What to work on
Among the entries that follow, how many lines contain the string "elements"? Write the number alone.

╭─ Material for the task

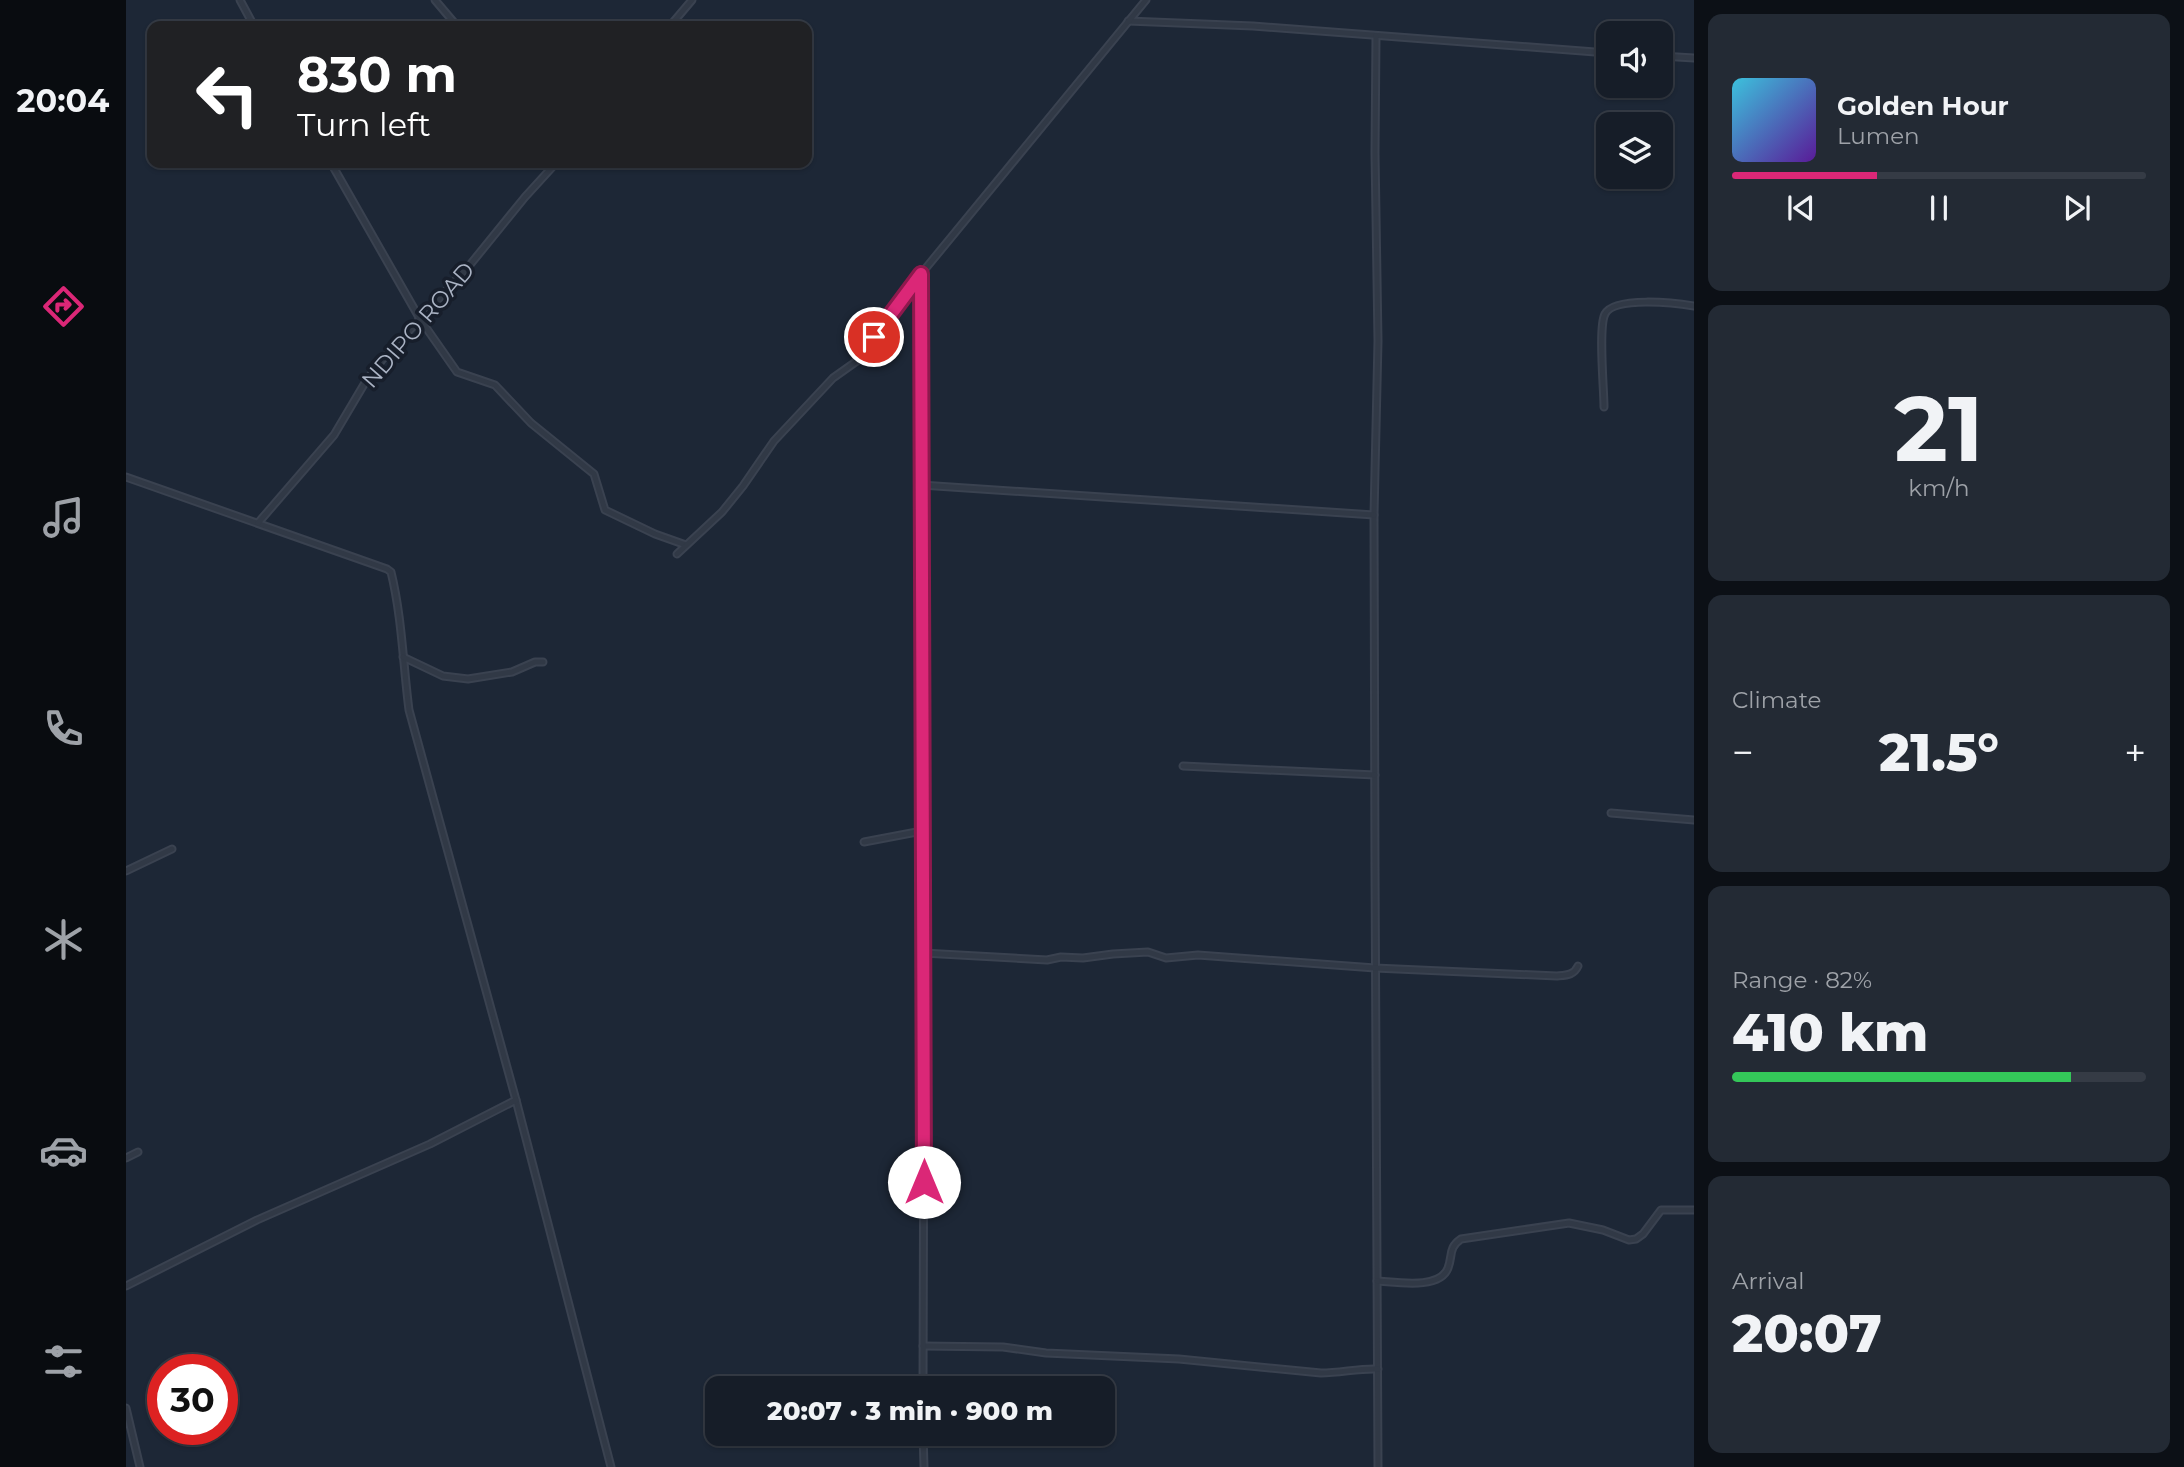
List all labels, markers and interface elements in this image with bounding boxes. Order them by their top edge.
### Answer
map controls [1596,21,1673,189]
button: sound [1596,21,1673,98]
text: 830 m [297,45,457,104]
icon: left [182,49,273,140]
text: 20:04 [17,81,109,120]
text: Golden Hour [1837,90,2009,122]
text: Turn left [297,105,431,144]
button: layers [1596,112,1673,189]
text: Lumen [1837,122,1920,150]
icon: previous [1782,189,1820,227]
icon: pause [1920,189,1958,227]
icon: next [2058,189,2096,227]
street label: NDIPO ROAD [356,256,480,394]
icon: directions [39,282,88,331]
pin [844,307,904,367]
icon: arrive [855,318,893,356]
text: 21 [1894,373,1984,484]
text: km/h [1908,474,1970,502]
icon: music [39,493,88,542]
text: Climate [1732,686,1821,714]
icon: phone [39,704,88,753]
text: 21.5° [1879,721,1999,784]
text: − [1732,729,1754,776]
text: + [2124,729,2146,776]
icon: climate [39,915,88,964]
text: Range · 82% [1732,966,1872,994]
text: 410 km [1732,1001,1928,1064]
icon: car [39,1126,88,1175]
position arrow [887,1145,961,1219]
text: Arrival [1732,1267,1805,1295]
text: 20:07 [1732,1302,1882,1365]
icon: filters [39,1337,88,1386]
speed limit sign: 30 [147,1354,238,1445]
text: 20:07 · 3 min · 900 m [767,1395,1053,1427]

╰─
╭─ Material for the task

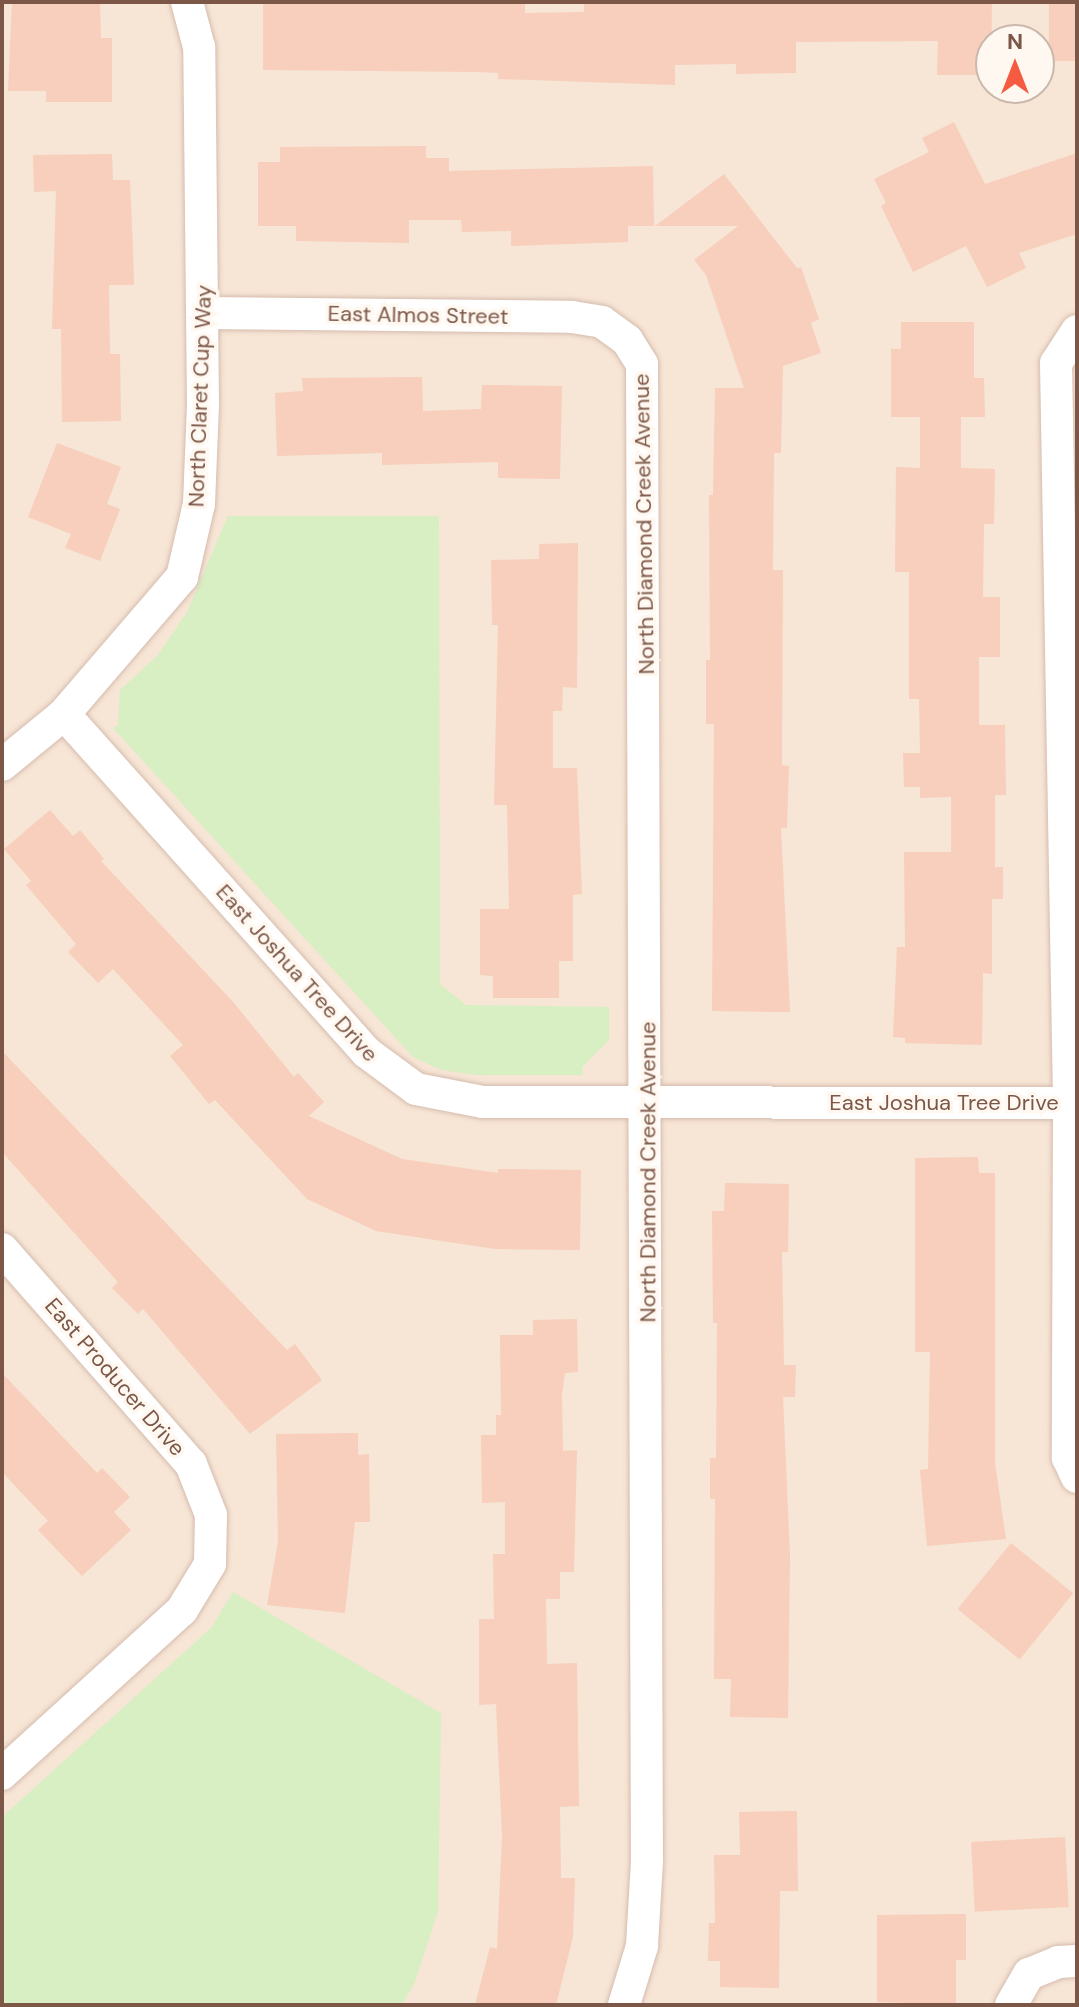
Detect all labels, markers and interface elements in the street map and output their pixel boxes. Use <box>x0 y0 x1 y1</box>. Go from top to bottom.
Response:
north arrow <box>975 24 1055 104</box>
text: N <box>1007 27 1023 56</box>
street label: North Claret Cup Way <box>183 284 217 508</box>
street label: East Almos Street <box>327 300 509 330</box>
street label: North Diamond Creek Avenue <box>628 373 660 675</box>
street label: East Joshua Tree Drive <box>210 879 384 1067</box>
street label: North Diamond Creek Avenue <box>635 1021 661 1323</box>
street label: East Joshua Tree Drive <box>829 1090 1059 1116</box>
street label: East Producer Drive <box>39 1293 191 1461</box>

╰─

Response to this task
2